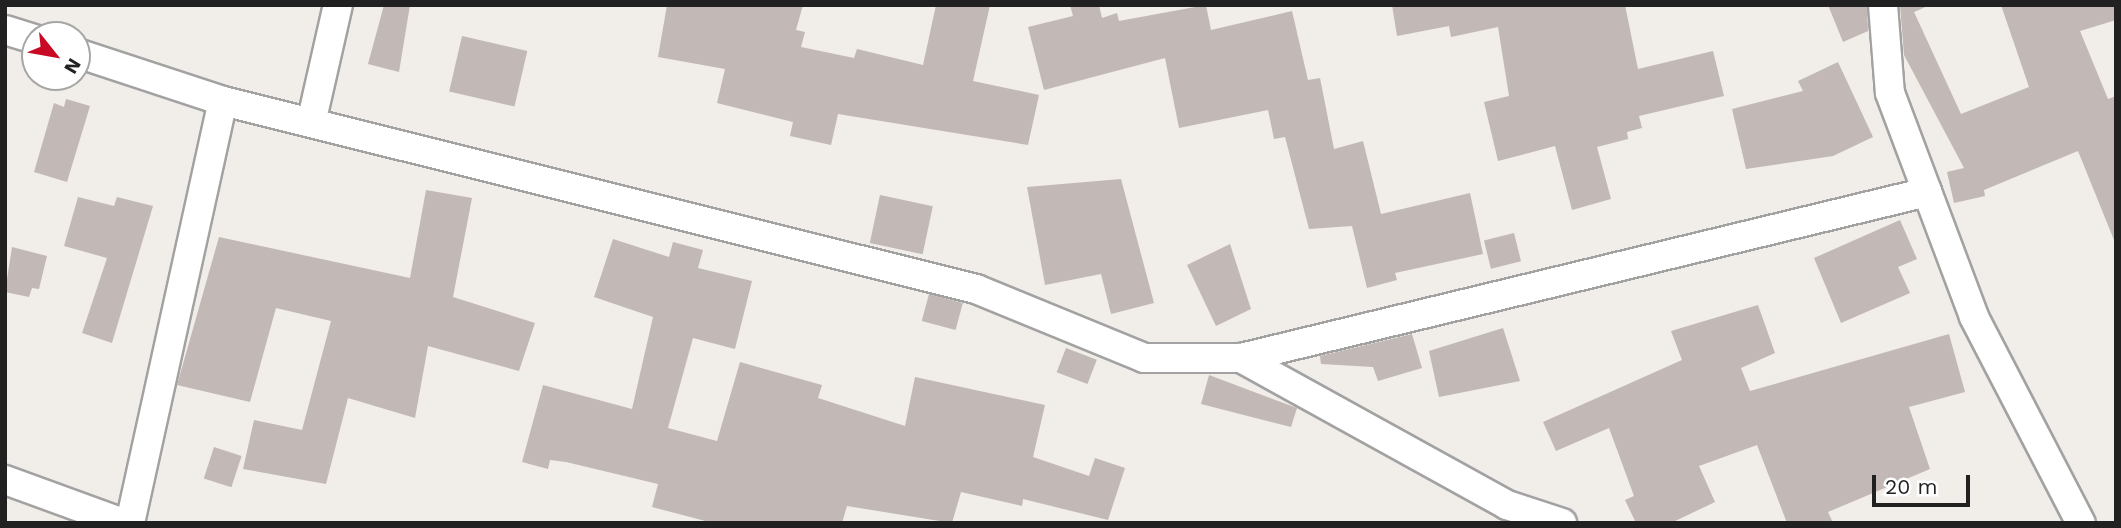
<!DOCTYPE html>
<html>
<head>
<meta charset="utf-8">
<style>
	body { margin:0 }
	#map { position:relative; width:2121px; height:528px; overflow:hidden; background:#f1ede9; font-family:"Work Sans",sans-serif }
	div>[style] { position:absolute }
	.building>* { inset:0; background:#c2b8b5; transform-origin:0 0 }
	.roads { filter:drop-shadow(2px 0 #a2a2a2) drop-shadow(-2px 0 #a2a2a2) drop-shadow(0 2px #a2a2a2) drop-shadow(0 -2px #a2a2a2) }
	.street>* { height:28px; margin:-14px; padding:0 14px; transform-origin:14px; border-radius:14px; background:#fff }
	span { translate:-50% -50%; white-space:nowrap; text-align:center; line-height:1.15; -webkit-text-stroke:5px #fff; paint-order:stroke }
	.frame { position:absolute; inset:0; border:7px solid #212121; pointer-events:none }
	.north { position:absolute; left:21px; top:21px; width:70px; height:70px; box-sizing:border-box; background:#fff; border:2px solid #a6a6a6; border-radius:50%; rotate:121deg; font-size:19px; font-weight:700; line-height:28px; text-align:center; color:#212121 }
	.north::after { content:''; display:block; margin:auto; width:24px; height:32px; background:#c80a24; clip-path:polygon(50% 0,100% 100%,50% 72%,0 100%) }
	.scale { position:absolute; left:1872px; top:475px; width:98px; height:32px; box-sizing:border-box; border:4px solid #212121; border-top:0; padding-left:9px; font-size:21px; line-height:24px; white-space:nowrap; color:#212121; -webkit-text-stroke:5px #fff; paint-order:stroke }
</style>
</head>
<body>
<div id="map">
	<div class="building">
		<div style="clip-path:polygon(384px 5px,410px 5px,399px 72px,368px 64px)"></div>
		<div style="clip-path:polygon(667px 5px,803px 5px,796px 30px,805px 32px,801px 47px,854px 58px,857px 49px,923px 65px,936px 5px,990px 5px,973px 81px,1039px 95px,1028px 145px,838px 114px,831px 145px,790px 136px,793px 122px,717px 103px,725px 69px,658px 57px)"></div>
		<div style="clip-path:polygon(1070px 5px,1099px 5px,1102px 18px,1117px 13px,1119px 21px,1206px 5px,1211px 30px,1292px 11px,1308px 80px,1320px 78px,1334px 149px,1363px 141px,1381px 214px,1470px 193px,1483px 254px,1395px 273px,1397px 280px,1367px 288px,1352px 226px,1309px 229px,1285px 137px,1274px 139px,1268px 110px,1179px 128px,1165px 58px,1044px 90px,1028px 27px,1073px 16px)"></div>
		<div style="clip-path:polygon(1392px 5px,1625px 5px,1638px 69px,1713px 51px,1724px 96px,1639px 116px,1642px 128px,1627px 132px,1628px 139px,1597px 147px,1611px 199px,1572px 210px,1555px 146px,1498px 161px,1484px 102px,1509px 96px,1498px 27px,1451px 37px,1449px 26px,1397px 36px)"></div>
		<div style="clip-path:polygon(1828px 5px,1867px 5px,1868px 31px,1843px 42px)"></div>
		<div style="clip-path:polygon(1900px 5px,1930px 5px,1914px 12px,1961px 114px,2029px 87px,2001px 5px,2116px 5px,2116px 20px,2080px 31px,2108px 99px,2116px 96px,2116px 245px,2078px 151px,1984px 190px,1985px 196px,1954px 203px,1947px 172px,1964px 168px,1904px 55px)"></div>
		<div style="left:462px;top:36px;width:67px;height:57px;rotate:13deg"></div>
		<div style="clip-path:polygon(1838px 62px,1873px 137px,1833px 156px,1746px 169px,1732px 109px,1803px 91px,1798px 81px)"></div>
		<div style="clip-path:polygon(66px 99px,90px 106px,67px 182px,34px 172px,54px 103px,64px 107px)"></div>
		<div style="clip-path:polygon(1121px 179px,1154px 303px,1111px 314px,1101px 274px,1045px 285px,1027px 187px)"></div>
		<div style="clip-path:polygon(426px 190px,472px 198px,453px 297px,535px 323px,519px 371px,428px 346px,415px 418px,348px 398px,326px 484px,243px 469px,254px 420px,302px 430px,331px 321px,276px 308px,250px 402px,177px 385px,219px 237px,410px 278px)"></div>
		<div style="left:880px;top:195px;width:54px;height:49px;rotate:12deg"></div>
		<div style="clip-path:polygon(78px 197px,114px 206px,117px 197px,153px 206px,112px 343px,82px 333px,107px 258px,64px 246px)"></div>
		<div style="clip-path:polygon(1900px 220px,1917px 259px,1898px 267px,1910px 293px,1841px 323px,1814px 258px)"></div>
		<div style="left:1514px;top:233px;width:29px;height:31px;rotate:76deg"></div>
		<div style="clip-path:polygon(613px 239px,669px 257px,673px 242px,703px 250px,698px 268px,752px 281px,735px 349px,693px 338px,668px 428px,717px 441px,740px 362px,822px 385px,818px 398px,905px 426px,915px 377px,1045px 405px,1033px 457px,1089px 476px,1095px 458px,1125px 468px,1108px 520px,1023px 499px,1022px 506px,961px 492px,952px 523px,847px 506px,842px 523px,713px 523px,652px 507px,658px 484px,566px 462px,550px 460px,548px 469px,522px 462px,543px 385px,632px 409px,653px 317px,594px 297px)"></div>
		<div style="clip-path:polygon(1230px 244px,1251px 309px,1216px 326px,1187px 265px)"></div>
		<div style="clip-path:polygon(12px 247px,47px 256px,39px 289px,32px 288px,29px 297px,5px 292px)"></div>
		<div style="left:929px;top:294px;width:35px;height:28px;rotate:15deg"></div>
		<div style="clip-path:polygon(1758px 305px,1775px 353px,1741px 368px,1750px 391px,1949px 334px,1965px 392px,1909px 407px,1930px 469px,1828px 512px,1833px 523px,1787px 523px,1757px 445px,1699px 466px,1715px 502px,1671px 523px,1636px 523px,1625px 500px,1634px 496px,1609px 428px,1556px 451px,1543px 422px,1682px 360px,1671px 331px)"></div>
		<div style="clip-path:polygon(1503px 328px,1520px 381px,1439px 397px,1429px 351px)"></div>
		<div style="clip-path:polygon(1412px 334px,1422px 368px,1378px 381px,1373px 367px,1321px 364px,1320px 356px)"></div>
		<div style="left:1066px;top:348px;width:33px;height:26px;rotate:21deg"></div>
		<div style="clip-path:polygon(1209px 375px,1297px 408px,1291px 427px,1201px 404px)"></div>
		<div style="left:214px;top:447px;width:29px;height:33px;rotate:18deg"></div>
	</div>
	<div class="roads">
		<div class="street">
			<div style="left:1883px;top:5px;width:88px;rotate:85.5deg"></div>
			<div style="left:1890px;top:93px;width:239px;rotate:69.4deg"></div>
			<div style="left:1974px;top:317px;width:232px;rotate:62.6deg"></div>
			<div style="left:5px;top:30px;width:31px;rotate:17deg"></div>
			<div style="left:77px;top:53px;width:154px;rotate:18.2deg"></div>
			<div style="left:223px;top:101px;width:776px;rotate:14.02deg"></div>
			<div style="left:976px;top:289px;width:182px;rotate:22.3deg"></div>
			<div style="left:1144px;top:358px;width:97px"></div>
			<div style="left:1241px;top:358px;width:706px;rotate:-13.6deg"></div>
			<div style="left:312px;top:119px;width:117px;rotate:-77.2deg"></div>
			<div style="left:1241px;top:358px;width:304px;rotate:28.9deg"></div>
			<div style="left:1507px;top:505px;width:58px;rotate:18.1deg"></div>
			<div style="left:5px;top:480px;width:126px;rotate:20deg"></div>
			<div style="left:130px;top:523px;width:432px;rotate:-77.6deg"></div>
		</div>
	</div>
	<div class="frame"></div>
	<div class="north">N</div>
	<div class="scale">20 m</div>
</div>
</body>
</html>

Work order:
Copy word for word each line of the data above, from the first through the one containing "position:relative; width:2121px; height:528px;", and include no pictures.

Task output:
<!DOCTYPE html>
<html>
<head>
<meta charset="utf-8">
<style>
	body { margin:0 }
	#map { position:relative; width:2121px; height:528px; overflow:hidden; background:#f1ede9; font-family:"Work Sans",sans-serif }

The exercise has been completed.